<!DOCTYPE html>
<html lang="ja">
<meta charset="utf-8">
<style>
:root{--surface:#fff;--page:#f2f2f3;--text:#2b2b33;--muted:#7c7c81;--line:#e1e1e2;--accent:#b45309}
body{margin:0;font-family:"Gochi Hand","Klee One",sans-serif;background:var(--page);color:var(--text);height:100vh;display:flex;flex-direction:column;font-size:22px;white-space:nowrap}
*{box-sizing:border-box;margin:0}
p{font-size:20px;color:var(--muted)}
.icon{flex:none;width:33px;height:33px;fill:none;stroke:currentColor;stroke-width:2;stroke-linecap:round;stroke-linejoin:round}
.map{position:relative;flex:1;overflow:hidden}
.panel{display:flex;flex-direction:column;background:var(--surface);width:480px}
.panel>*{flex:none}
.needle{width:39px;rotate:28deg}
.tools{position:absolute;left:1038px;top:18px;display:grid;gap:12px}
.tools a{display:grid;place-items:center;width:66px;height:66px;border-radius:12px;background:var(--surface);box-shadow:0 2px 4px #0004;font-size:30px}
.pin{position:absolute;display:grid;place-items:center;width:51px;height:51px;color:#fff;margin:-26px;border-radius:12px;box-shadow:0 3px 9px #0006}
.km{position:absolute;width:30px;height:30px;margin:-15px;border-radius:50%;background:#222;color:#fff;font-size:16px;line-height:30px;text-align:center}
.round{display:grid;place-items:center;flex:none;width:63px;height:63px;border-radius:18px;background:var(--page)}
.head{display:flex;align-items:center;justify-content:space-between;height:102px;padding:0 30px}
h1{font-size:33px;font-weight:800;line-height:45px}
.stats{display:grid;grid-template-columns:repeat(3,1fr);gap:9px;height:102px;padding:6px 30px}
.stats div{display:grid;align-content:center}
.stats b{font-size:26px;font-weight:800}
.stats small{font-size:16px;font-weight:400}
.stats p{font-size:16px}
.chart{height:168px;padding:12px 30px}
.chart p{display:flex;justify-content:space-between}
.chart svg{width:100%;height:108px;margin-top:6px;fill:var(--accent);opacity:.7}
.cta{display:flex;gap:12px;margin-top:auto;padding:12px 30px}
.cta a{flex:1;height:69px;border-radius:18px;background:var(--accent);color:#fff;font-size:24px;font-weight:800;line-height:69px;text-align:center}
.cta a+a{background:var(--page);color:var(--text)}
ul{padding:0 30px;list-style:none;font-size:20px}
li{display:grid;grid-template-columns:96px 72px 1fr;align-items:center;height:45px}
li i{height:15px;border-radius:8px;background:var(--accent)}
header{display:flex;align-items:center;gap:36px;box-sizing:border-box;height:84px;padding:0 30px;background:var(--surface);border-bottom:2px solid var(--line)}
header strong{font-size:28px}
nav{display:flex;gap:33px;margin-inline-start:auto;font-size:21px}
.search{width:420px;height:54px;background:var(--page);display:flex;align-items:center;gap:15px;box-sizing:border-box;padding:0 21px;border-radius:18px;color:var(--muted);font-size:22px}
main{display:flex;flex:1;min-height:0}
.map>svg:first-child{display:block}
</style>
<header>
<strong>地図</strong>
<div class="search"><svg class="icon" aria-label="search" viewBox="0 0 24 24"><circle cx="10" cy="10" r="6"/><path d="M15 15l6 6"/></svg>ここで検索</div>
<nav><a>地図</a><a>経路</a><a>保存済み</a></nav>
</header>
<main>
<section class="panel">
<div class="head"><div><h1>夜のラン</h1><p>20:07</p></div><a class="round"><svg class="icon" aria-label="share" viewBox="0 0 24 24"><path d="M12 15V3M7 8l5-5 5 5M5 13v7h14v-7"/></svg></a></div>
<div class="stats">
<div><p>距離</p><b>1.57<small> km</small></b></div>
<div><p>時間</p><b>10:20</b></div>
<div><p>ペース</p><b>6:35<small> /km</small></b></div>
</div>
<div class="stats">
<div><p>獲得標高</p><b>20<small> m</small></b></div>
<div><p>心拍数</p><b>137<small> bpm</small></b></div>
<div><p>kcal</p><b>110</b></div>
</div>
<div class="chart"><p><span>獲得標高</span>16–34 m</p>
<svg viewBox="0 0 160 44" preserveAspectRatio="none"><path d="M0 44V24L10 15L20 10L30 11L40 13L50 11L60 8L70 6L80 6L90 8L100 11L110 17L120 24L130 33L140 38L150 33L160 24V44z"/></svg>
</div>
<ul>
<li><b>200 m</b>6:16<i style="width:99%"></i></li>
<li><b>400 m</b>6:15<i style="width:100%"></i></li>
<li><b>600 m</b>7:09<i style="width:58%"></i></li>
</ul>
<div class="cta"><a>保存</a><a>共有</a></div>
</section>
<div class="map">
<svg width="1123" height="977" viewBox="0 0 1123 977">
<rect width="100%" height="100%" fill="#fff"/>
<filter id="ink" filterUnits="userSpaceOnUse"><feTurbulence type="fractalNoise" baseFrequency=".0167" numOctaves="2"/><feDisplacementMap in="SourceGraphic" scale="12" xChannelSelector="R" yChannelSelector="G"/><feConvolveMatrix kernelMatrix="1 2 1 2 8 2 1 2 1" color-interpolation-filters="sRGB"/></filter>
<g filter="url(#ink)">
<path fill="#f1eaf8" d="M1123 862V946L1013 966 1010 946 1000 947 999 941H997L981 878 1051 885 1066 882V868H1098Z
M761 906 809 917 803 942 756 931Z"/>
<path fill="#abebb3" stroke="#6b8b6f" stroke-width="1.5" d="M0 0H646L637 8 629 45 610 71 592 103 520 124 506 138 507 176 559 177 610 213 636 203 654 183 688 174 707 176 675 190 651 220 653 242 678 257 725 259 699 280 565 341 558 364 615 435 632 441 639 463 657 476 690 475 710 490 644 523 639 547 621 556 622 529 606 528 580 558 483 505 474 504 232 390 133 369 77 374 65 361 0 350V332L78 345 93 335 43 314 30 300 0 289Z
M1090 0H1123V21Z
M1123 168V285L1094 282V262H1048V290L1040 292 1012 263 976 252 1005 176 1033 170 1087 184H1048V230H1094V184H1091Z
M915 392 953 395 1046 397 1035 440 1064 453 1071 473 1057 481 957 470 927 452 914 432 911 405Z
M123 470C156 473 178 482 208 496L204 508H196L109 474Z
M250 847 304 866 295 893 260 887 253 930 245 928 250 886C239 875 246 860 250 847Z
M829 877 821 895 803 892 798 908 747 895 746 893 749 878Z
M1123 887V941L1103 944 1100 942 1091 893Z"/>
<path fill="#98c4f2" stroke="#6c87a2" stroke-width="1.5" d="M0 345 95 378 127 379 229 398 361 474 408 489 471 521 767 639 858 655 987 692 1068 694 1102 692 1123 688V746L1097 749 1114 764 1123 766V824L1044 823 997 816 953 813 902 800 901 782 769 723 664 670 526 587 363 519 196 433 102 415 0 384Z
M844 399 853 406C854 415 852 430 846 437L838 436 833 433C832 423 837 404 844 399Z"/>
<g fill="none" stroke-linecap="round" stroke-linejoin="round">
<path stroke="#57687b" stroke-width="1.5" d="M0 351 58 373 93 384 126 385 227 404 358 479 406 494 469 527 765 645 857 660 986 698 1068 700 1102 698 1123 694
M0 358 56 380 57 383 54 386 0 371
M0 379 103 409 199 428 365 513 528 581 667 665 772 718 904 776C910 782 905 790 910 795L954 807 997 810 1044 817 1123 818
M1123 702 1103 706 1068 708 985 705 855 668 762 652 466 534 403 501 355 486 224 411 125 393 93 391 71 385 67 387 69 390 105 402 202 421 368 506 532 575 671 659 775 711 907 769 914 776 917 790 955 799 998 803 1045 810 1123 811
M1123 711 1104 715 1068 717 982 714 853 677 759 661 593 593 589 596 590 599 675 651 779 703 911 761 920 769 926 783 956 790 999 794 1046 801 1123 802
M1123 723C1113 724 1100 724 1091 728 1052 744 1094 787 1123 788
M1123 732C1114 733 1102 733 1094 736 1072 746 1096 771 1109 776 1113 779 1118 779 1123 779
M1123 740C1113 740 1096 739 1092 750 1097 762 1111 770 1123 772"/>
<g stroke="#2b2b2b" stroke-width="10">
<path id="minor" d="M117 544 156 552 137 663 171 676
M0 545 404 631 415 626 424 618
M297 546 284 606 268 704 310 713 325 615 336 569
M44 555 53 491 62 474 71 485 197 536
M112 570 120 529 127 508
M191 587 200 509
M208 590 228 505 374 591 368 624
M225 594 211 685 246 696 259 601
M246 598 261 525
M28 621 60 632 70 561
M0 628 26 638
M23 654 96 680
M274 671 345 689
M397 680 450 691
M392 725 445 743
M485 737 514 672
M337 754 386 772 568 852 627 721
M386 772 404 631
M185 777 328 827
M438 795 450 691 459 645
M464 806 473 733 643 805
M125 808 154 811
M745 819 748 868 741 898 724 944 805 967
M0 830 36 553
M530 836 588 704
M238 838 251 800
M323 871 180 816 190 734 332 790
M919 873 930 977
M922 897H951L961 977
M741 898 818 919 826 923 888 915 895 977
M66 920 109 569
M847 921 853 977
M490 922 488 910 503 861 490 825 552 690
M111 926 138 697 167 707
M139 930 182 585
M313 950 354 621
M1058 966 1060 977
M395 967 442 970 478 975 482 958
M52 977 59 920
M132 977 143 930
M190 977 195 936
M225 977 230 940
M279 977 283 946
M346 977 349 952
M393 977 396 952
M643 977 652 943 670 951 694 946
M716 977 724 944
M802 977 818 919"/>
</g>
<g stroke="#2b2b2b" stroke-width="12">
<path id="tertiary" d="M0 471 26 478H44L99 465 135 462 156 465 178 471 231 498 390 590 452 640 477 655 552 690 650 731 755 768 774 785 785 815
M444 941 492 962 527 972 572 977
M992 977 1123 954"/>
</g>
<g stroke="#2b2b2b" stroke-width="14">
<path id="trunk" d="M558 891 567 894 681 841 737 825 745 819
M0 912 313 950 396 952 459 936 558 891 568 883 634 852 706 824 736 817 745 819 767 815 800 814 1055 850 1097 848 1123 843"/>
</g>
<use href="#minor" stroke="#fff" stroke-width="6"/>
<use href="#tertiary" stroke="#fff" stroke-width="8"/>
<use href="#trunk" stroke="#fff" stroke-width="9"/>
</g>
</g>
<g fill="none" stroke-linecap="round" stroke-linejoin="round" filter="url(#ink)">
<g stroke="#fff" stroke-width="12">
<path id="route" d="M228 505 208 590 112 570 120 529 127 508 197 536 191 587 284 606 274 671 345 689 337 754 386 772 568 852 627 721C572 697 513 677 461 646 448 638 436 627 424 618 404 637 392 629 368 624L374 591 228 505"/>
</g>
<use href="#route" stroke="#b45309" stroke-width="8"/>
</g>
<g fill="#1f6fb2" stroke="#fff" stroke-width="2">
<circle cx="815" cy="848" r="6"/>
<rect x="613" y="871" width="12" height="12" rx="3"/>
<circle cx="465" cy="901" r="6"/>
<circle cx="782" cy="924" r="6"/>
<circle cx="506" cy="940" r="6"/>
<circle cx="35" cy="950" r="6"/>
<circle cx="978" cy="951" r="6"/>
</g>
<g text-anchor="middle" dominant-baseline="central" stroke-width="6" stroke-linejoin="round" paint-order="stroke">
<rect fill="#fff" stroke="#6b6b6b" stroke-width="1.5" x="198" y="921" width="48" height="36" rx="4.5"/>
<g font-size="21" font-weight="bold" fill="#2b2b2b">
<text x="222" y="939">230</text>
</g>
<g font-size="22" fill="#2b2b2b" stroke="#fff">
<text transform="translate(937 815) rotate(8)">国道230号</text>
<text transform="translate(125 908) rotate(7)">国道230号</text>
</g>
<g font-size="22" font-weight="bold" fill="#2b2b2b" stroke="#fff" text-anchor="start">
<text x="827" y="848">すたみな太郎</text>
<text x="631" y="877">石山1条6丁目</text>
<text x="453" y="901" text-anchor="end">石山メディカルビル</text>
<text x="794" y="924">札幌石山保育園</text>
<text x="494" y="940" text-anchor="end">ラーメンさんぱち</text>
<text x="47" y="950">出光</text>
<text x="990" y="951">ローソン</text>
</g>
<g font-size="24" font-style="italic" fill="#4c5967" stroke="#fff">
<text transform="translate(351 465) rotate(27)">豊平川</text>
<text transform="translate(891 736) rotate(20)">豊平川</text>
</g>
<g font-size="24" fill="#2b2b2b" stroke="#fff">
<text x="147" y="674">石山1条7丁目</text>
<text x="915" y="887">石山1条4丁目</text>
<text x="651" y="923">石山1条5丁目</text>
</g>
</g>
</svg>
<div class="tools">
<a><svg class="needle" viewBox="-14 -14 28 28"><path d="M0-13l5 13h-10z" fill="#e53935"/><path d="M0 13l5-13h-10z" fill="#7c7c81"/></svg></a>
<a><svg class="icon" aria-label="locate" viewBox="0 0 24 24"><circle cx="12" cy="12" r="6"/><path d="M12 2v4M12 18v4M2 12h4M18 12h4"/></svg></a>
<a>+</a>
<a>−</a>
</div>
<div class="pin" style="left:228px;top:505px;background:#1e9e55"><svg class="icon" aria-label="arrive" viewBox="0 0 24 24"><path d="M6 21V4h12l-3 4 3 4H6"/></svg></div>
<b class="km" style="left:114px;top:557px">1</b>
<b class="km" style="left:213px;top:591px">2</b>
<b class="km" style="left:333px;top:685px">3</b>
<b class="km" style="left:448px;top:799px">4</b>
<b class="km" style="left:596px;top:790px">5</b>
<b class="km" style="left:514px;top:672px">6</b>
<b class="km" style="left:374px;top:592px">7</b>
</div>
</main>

§ Action item
Filter the data above down to lines with the word "needle", and copy them.

§ Completed exercise
.needle{width:39px;rotate:28deg}
<a><svg class="needle" viewBox="-14 -14 28 28"><path d="M0-13l5 13h-10z" fill="#e53935"/><path d="M0 13l5-13h-10z" fill="#7c7c81"/></svg></a>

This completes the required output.